=== Section Start ===

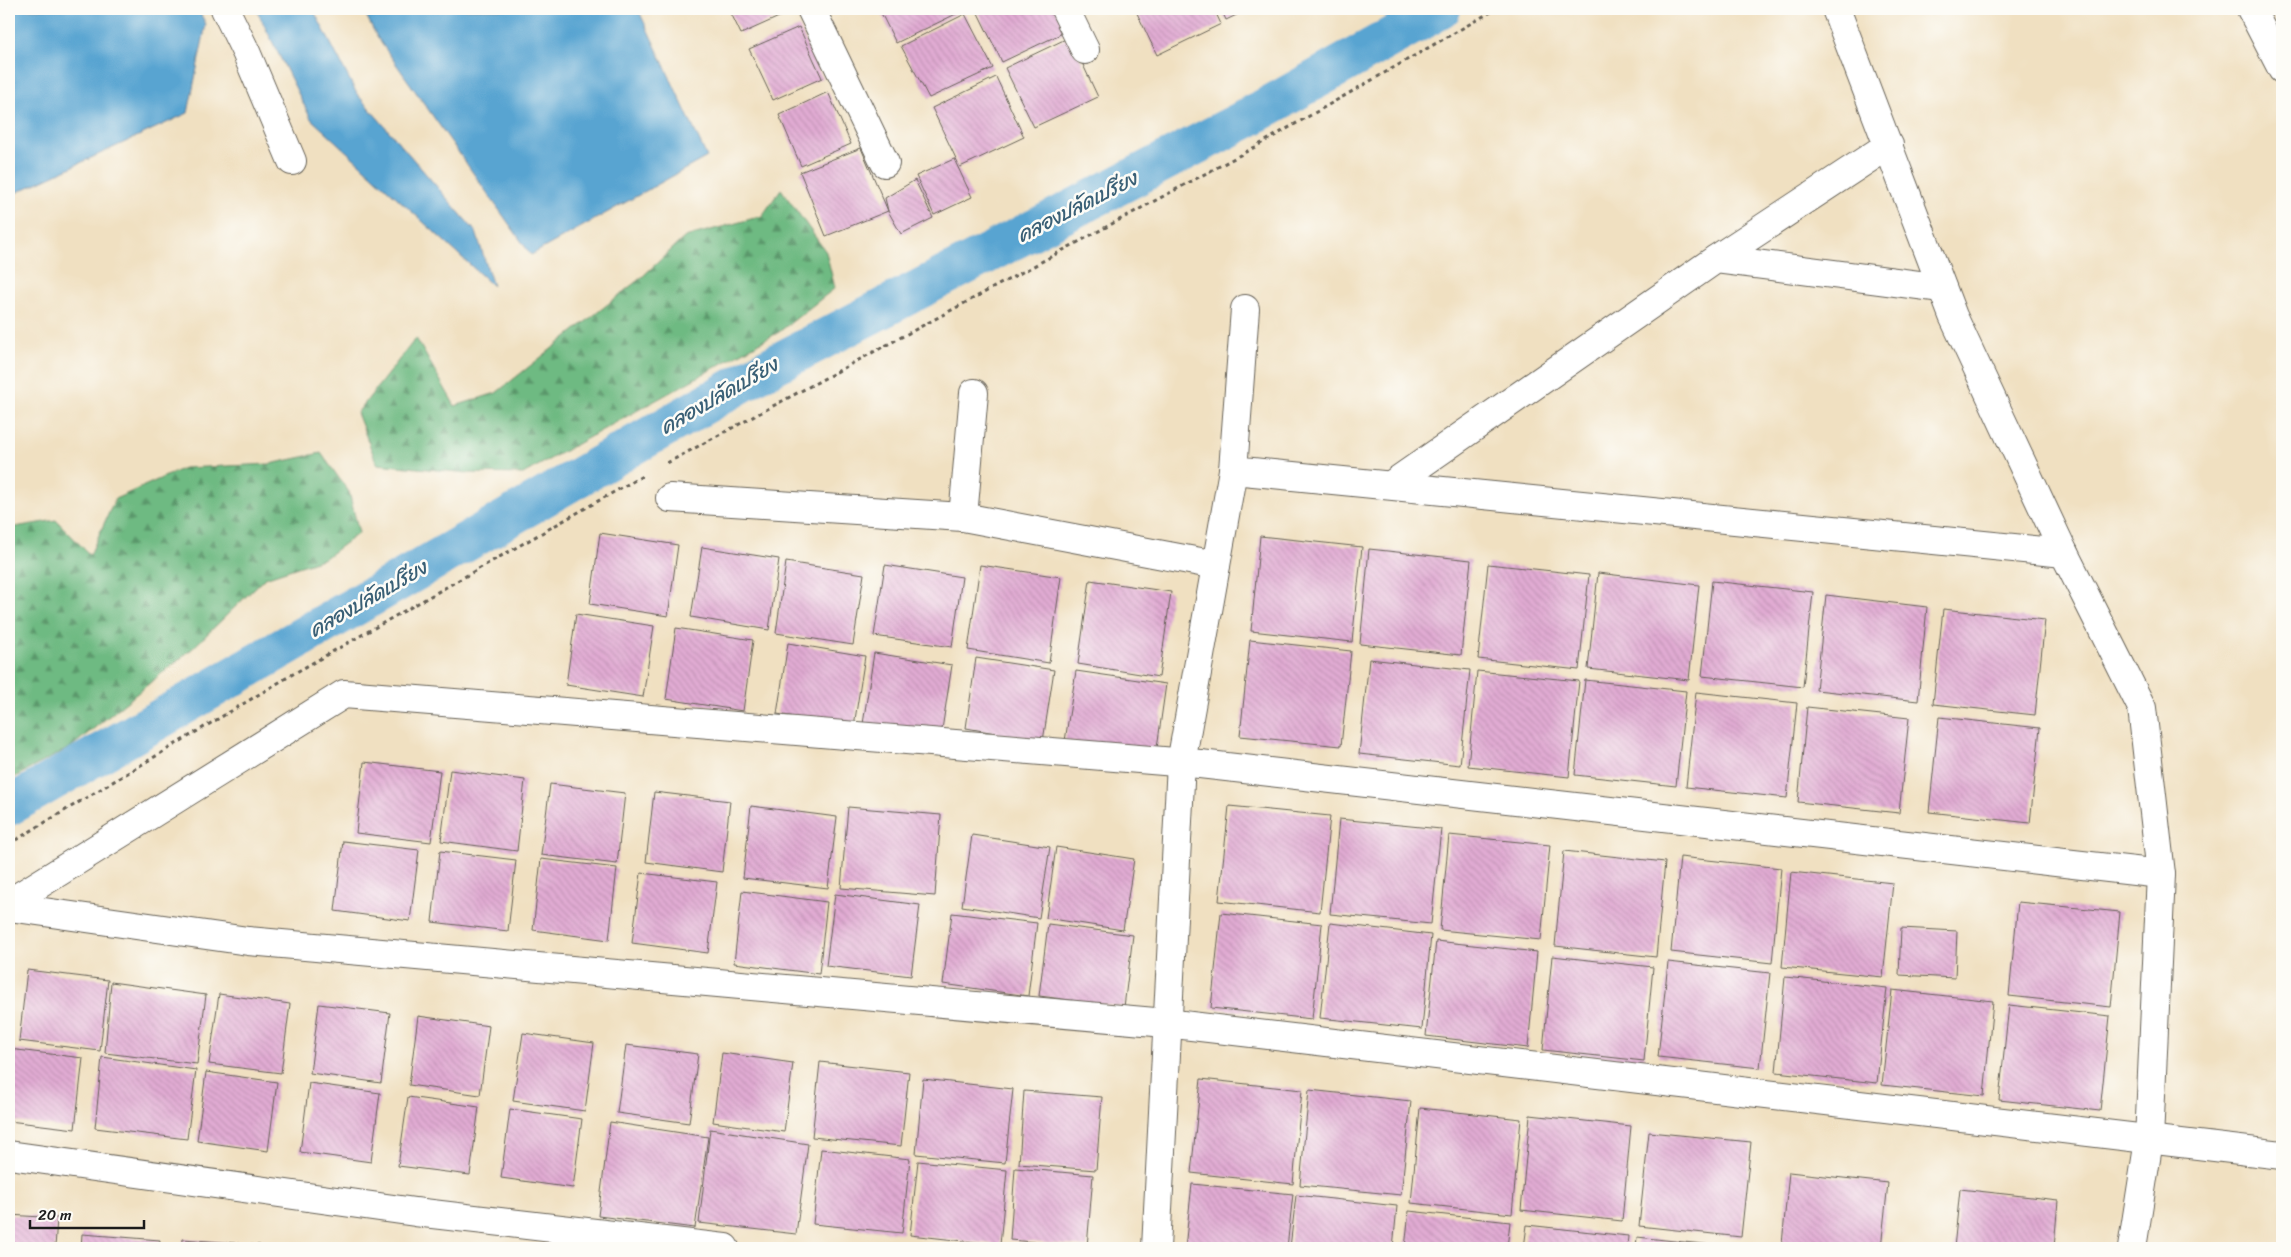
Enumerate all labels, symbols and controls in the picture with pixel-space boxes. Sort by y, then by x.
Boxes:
water label: คลองปลัดเปรียง [1011,160,1146,252]
water label: คลองปลัดเปรียง [653,347,787,444]
water label: คลองปลัดเปรียง [302,550,436,647]
scale bar [30,1197,144,1229]
text: 20 m [38,1202,72,1228]

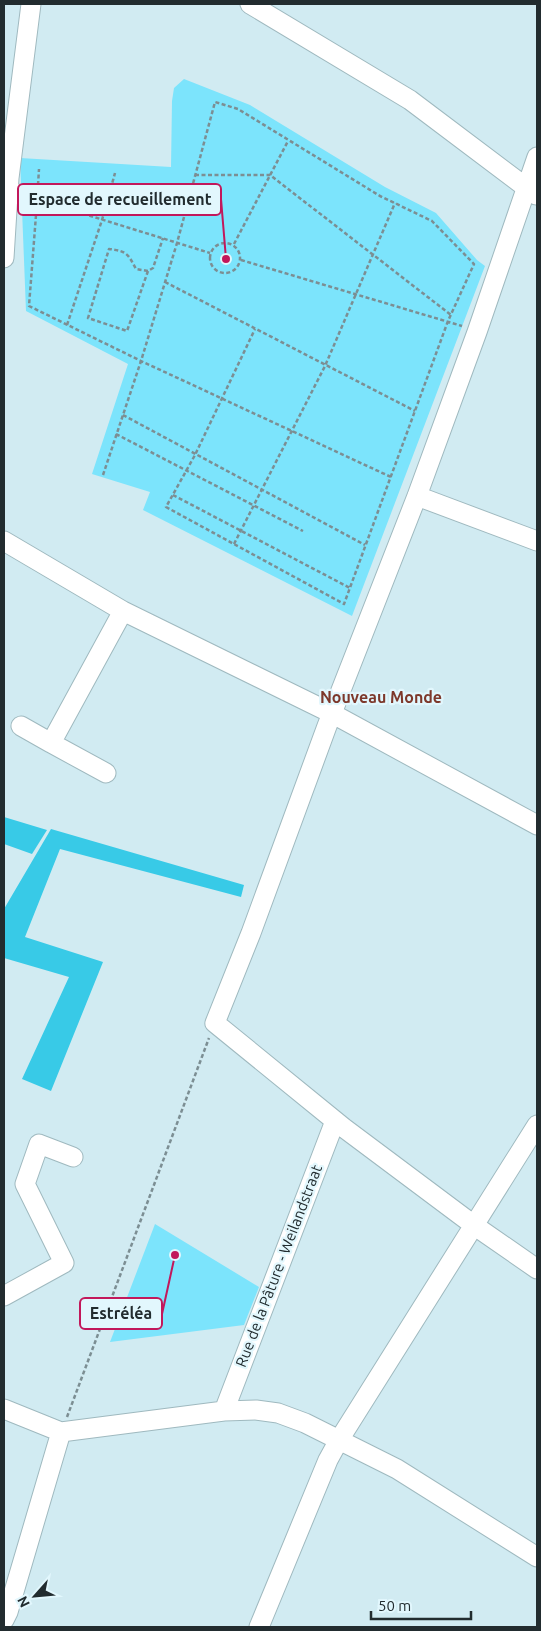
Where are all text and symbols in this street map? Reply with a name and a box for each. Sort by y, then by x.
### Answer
callout: Espace de recueillement [18,184,221,215]
text: Espace de recueillement [28,190,212,208]
district label: Nouveau Monde [320,688,442,706]
street label: Rue de la Pâture - Weilandstraat [232,1162,325,1369]
callout: Estréléa [80,1298,162,1329]
text: Estréléa [90,1304,152,1322]
north arrow [10,1571,60,1621]
scale bar [371,1588,471,1620]
text: N [14,1594,33,1610]
text: 50 m [378,1597,411,1614]

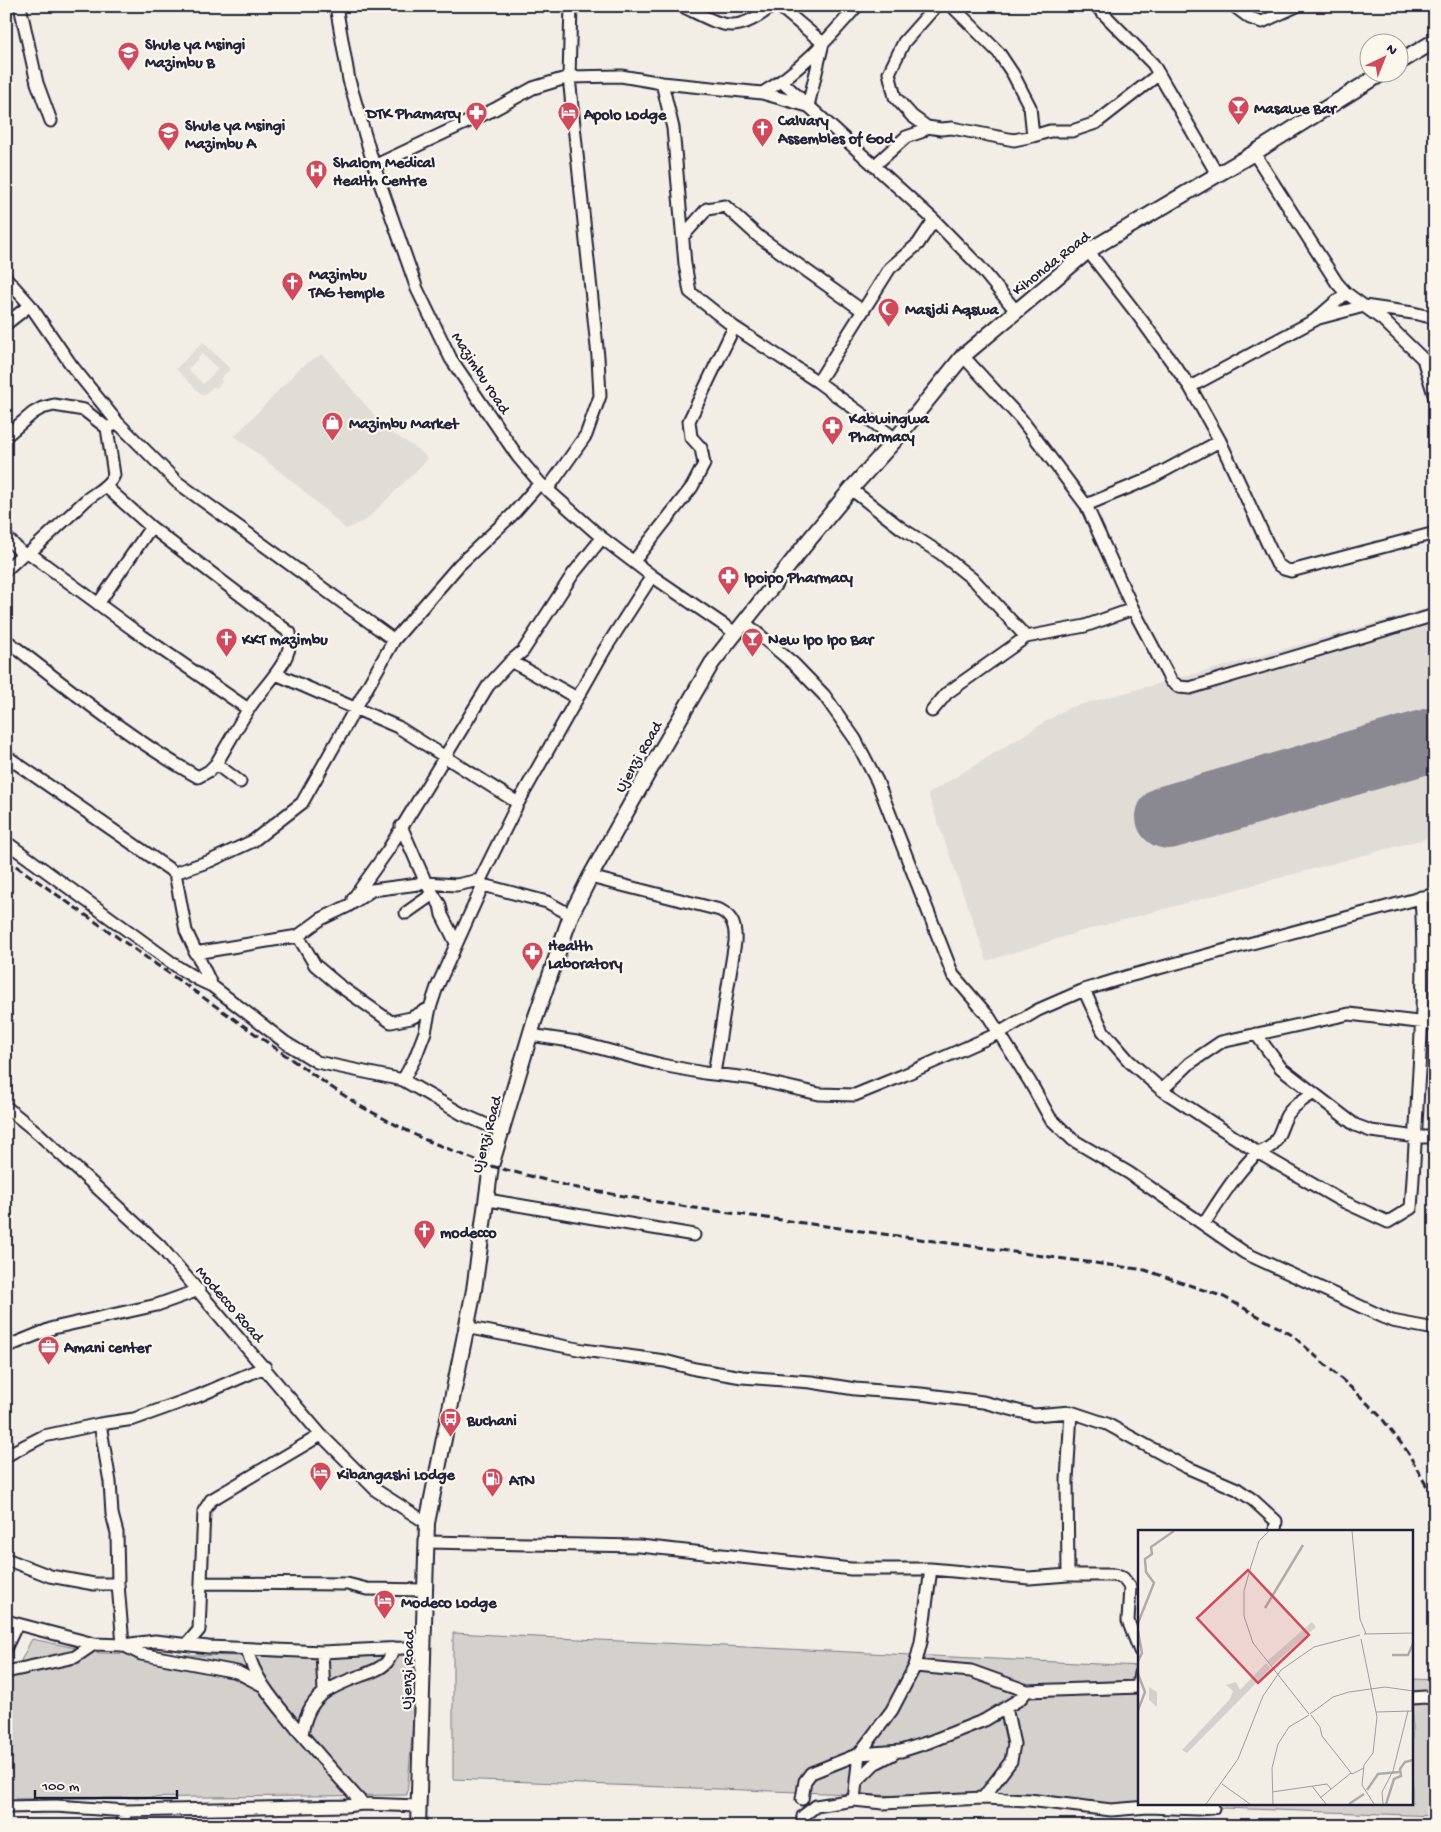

=== Section End ===

Each line from the start of the listing above through the line with "Where are all" is what to output, exactly as written and without pictures.

Enumerate all labels, symbols and controls in the picture with pixel-space boxes. Sort by y, then by x.
Boxes:
water label: คลองปลัดเปรียง [1011,160,1146,252]
water label: คลองปลัดเปรียง [653,347,787,444]
water label: คลองปลัดเปรียง [302,550,436,647]
scale bar [30,1197,144,1229]
text: 20 m [38,1202,72,1228]

Where are all text and symbols in this street map? Reply with a name and a box for each. Sort by y, then by x.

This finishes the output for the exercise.